The medical private said, “Tularemia. But the typhus is worse, and I keep hearing they got smallpox, too.”

Philip looked at Denise and found she was so overcome she was simply gaping. He felt that way himself.

“Got a bag for the kid?” the sergeant went on, turning to the other private, the one collecting guns. The man nodded and produced a thing like a fat black cigar; shaken, it unrolled into a plastic bag about six feet by eighteen inches.

“Coffins,” the sergeant said with a wry grin. “Best we can—”

“My God, it’s Phil Mason!” A shout from the door, and Doug McNeil thrust his way in. “And Denise! Thank God you’re alive, at least!”

He was haggard, newly bearded, and dressed in khaki fatigues a size too big, but from the way he moved he was well. Philip wondered whether he dared fall on his neck and cry.

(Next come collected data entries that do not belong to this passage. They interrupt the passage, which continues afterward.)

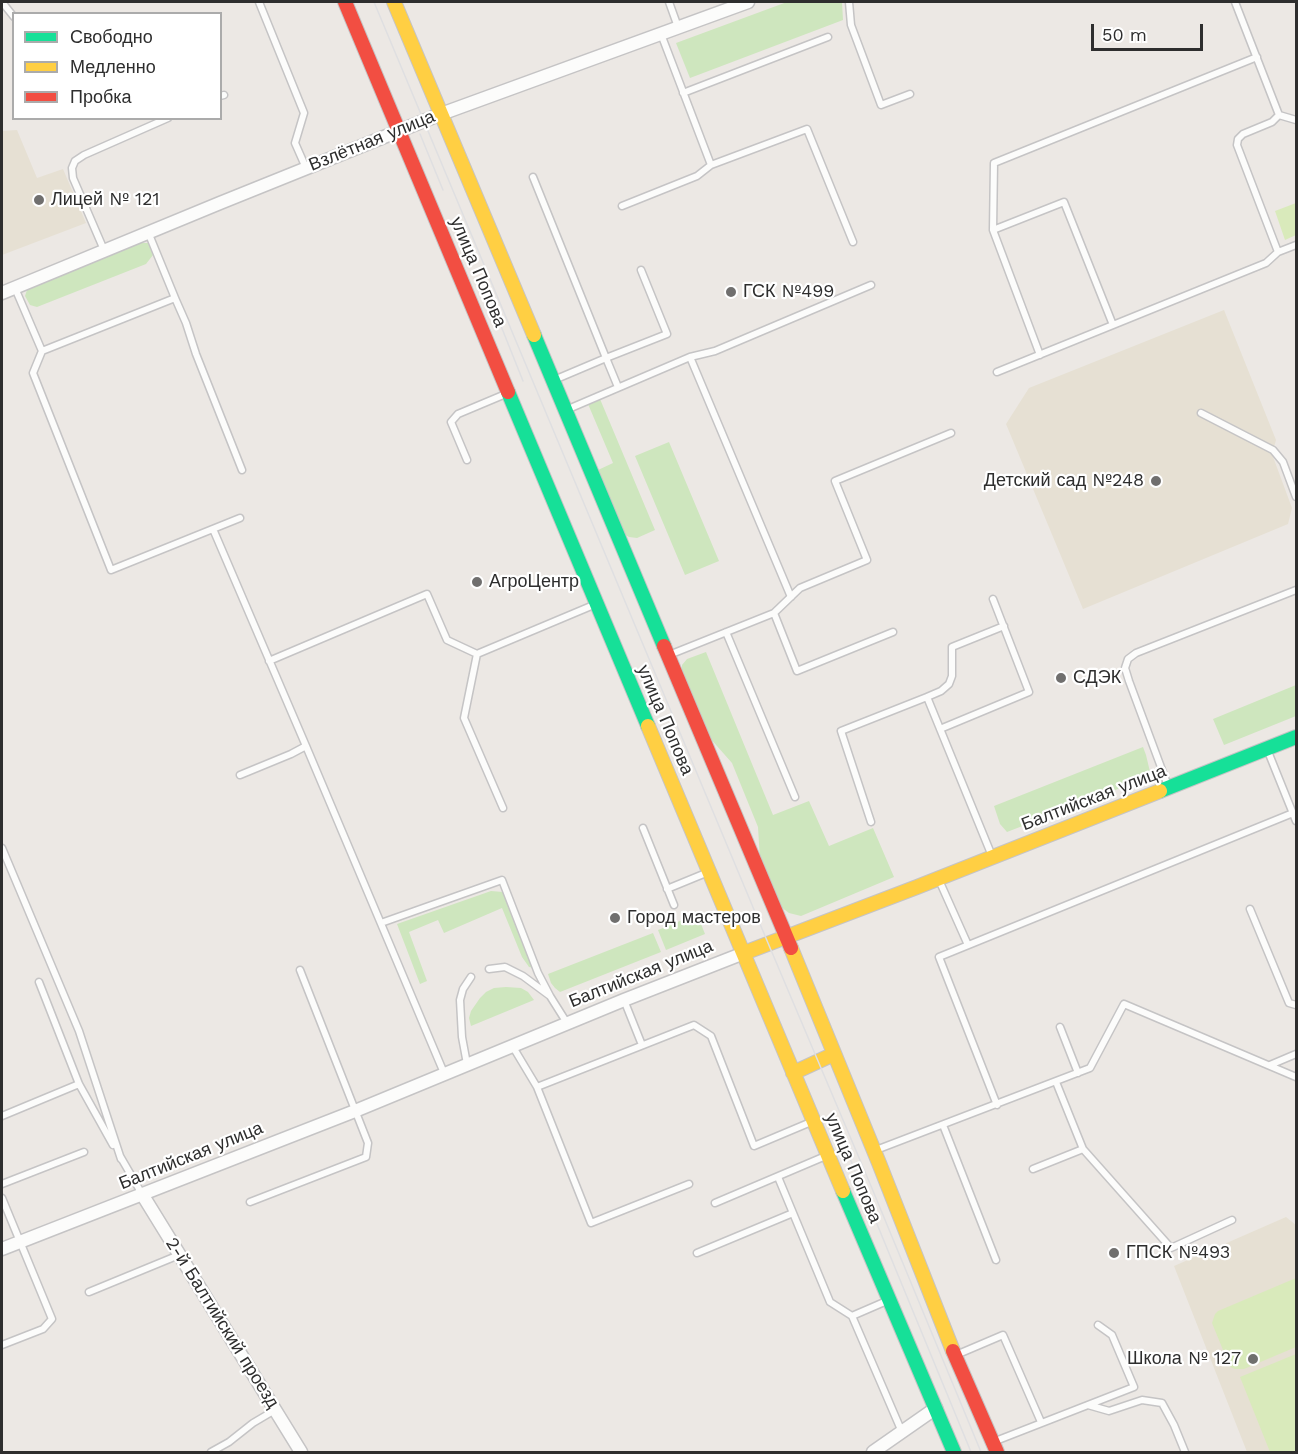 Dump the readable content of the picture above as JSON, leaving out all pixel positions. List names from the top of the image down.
{
  "streets": {
    "main road": ["улица Попова", "Балтийская улица"],
    "street": ["Взлётная улица", "2-й Балтийский проезд"]
  },
  "crossings": [
    ["Взлётная улица", "улица Попова"],
    ["улица Попова", "Балтийская улица"],
    ["Балтийская улица", "2-й Балтийский проезд"]
  ],
  "places": [
    "Лицей № 121",
    "ГСК №499",
    "Детский сад №248",
    "АгроЦентр",
    "СДЭК",
    "Город мастеров",
    "ГПСК №493",
    "Школа № 127"
  ],
  "legend": ["Свободно", "Медленно", "Пробка"],
  "scale_bar": "50 m"
} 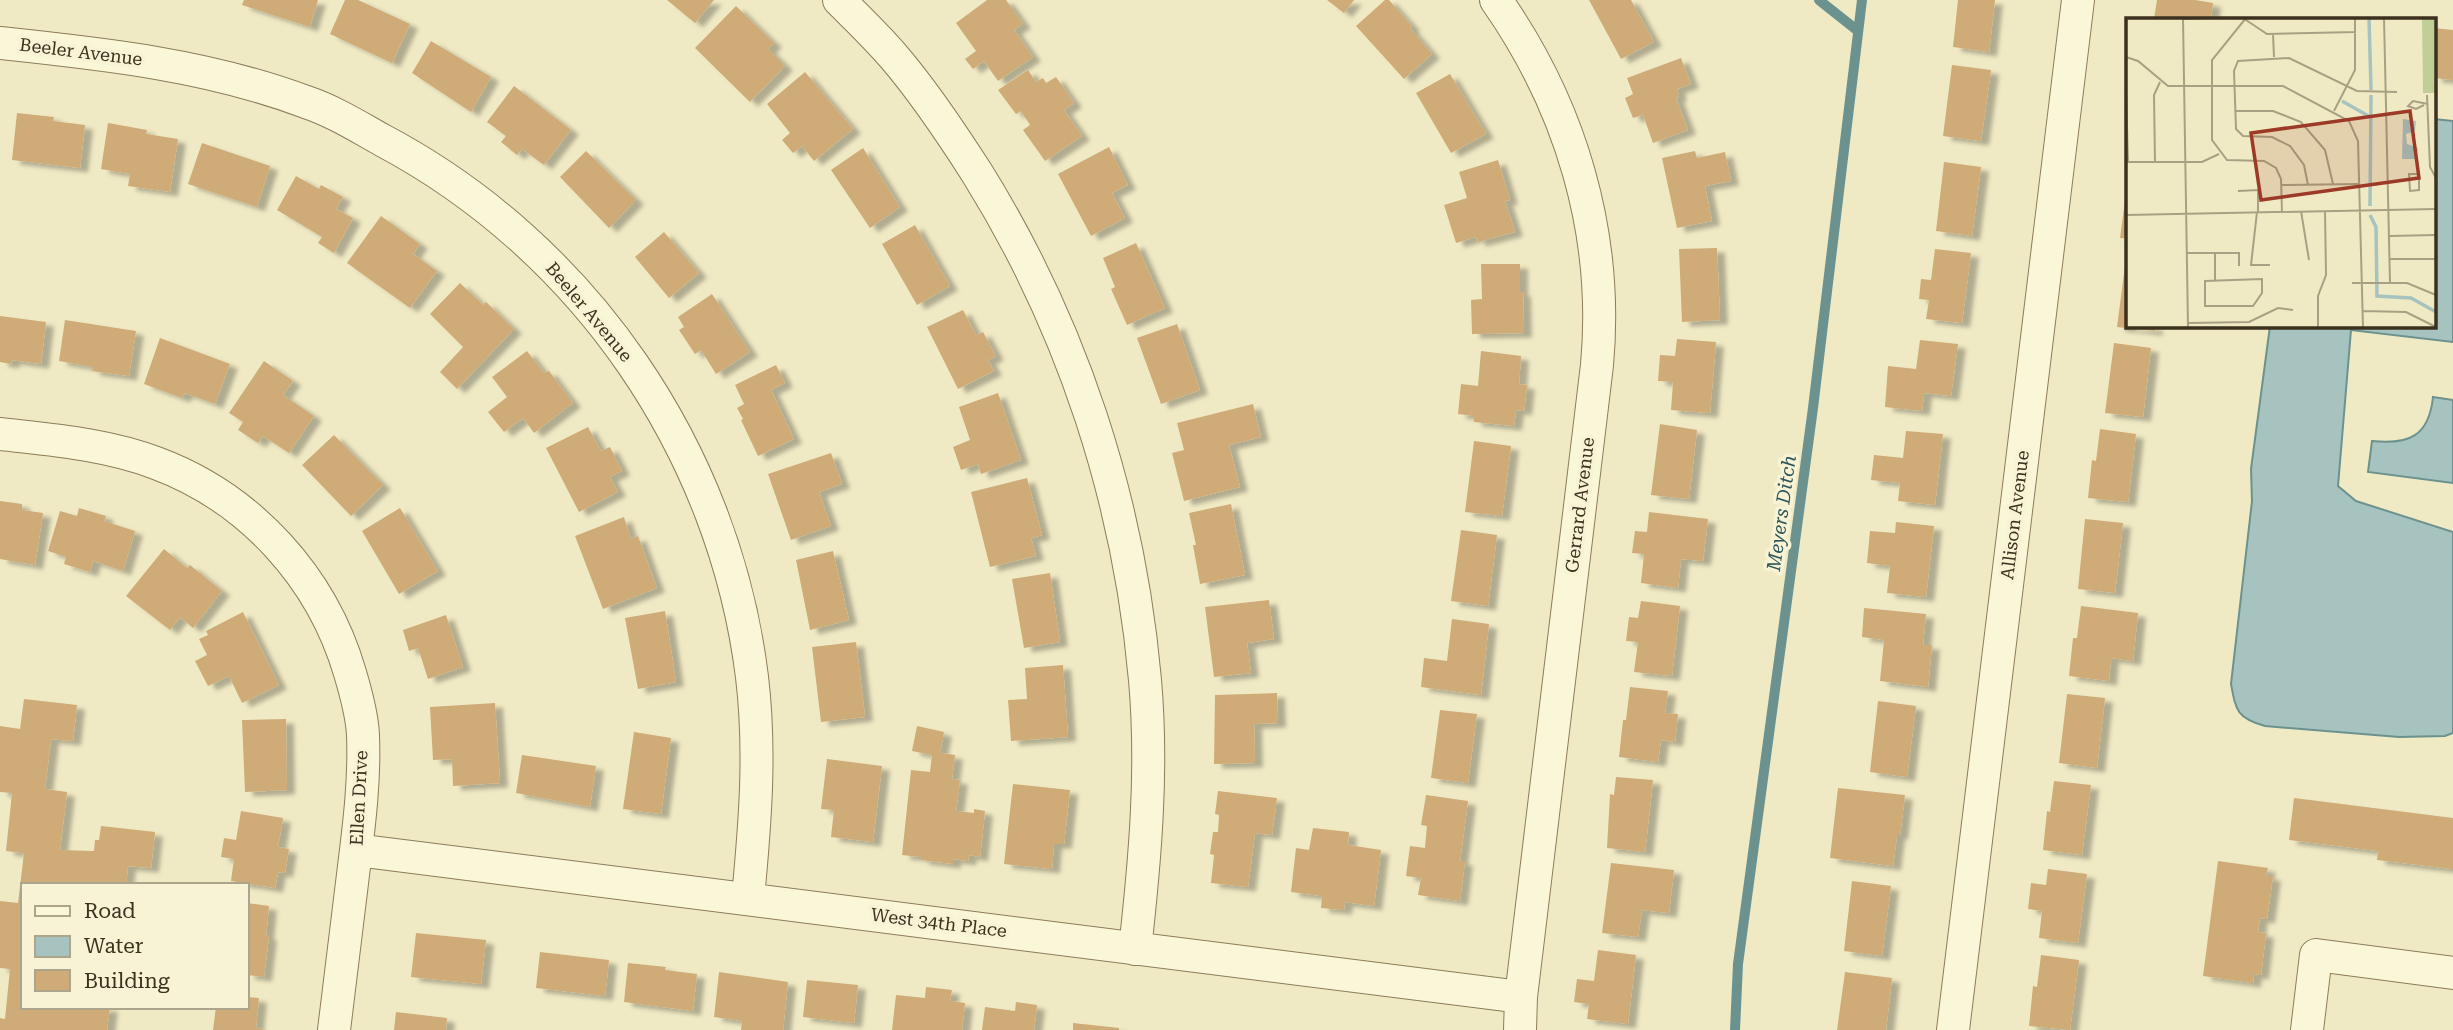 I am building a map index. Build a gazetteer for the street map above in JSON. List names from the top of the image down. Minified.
{"streets":{"street":["Beeler Avenue","Gerrard Avenue","Allison Avenue","Ellen Drive","West 34th Place"]},"crossings":[["Beeler Avenue","West 34th Place"],["Gerrard Avenue","West 34th Place"],["Ellen Drive","West 34th Place"]],"water":["Meyers Ditch"],"legend":["Road","Water","Building"]}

But before he could react in any such ridiculous fashion, Doug had caught sight of Harold. A single glance, and he rounded on Denise.

“He got at the water!”

Denise gave a dull nod. They’d been over that a hundred times, reconstructing the way in which, while his mother was dozing after taking that massive dose of painkillers for her migraine, he must have drunk from the deadly supply, then taken a knife to his sister’s belly.

“Josie?”

“Here,” Philip said, and led Doug to the kitchen.

He was silent for a long time, then turned away, shaking his head.

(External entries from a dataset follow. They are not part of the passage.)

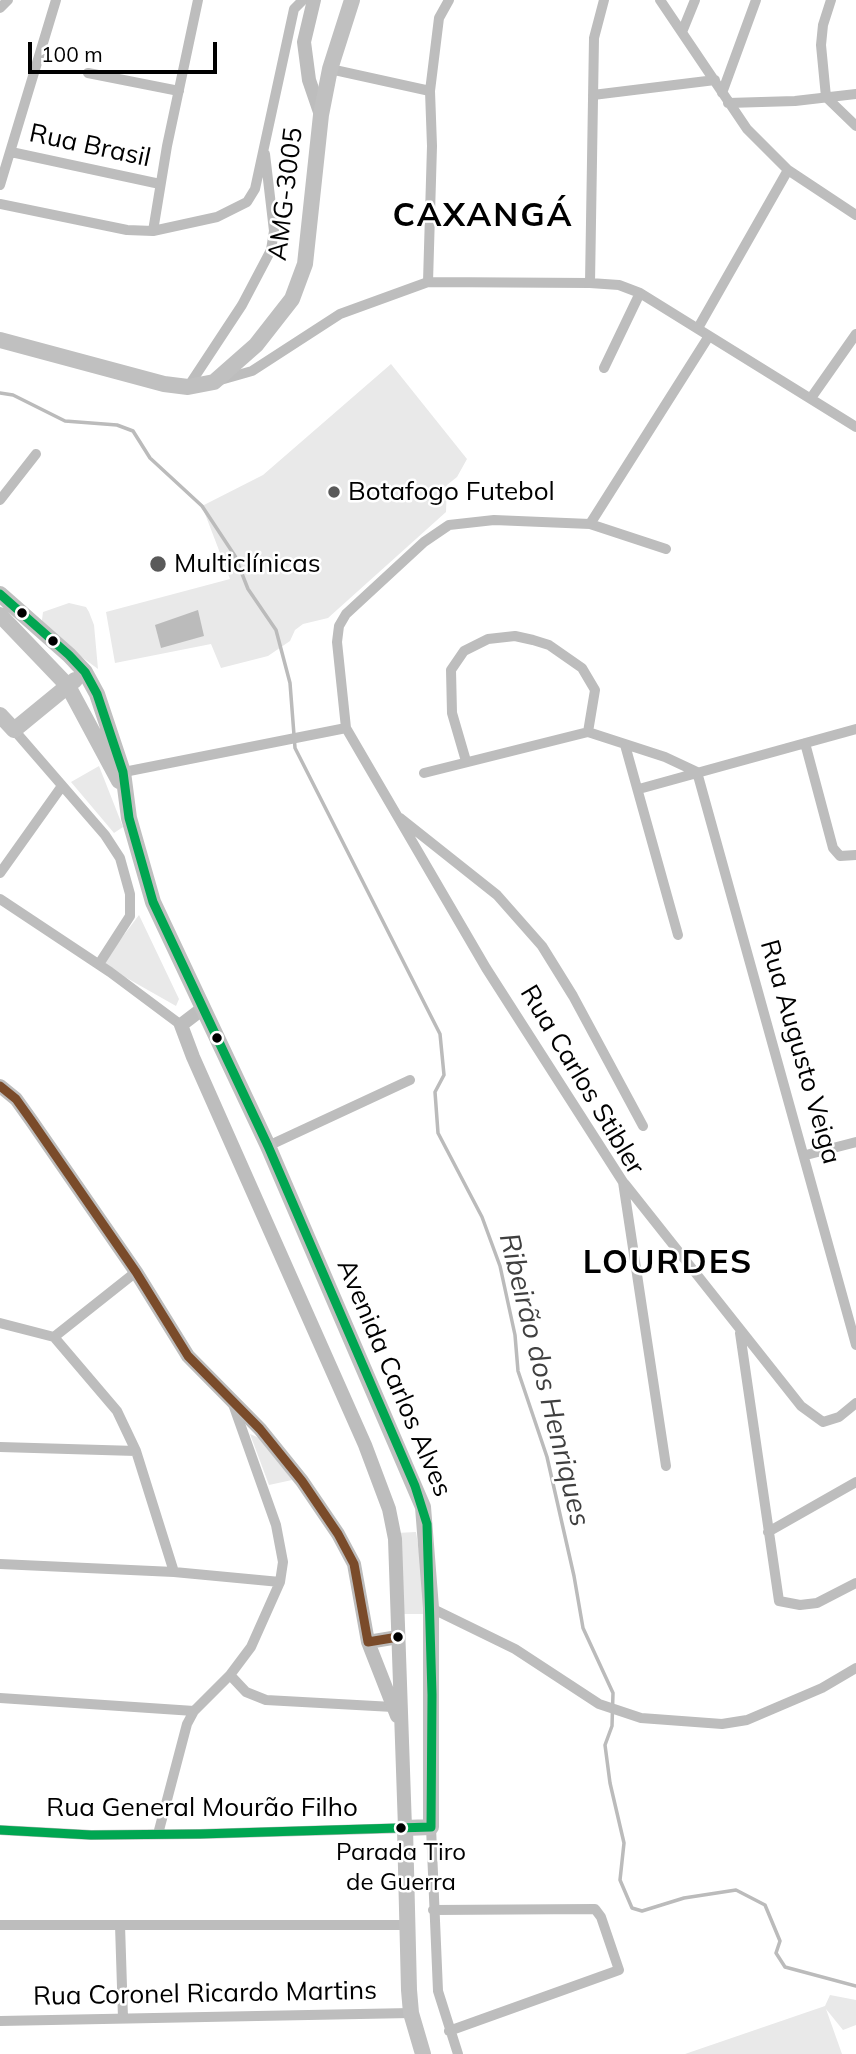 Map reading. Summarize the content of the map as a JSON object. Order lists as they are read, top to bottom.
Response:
{
  "streets": {
    "main road": ["AMG-3005", "Avenida Carlos Alves"],
    "street": [
      "Rua Brasil",
      "Rua Augusto Veiga",
      "Rua Carlos Stibler",
      "Rua General Mourão Filho",
      "Rua Coronel Ricardo Martins"
    ]
  },
  "districts": ["CAXANGÁ", "LOURDES"],
  "water": ["Ribeirão dos Henriques"],
  "places": ["Botafogo Futebol", "Multiclínicas", "Parada Tiro de Guerra"],
  "scale_bar": "100 m"
}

“Disposal detail!” he snapped at the man with the plastic bag, and added, “Sorry, Phil. But we have to get all the bodies out of the city and burned, quick as we can. There’ll be a mass cremation, with a service. We’re holding three a day. Denise can attend if she likes.”

“But not me?”

Doug hesitated. Then, with rapid professional deftness, he checked Philip’s pulse, rolled back one of his eyelids, and asked him to put out his tongue.

“No, not you. You’re lucky. You have no idea
at all
how lucky you’ve been. Rocco, you have treated them, have you?”

“Not yet, sir,” the medical private said awkwardly.

“Hell, get on with it!” Moving out of the way of the man trying to get Josie into the plastic bag. Denise had made no move to help. Presumably she couldn’t. And continuing to Philip: “I’m told we had about one and a half guns to every two people. Those that haven’t been shot went insane, those that aren’t insane mostly have one of the three or four killer diseases that are rife ... We’re still picking up the bits.”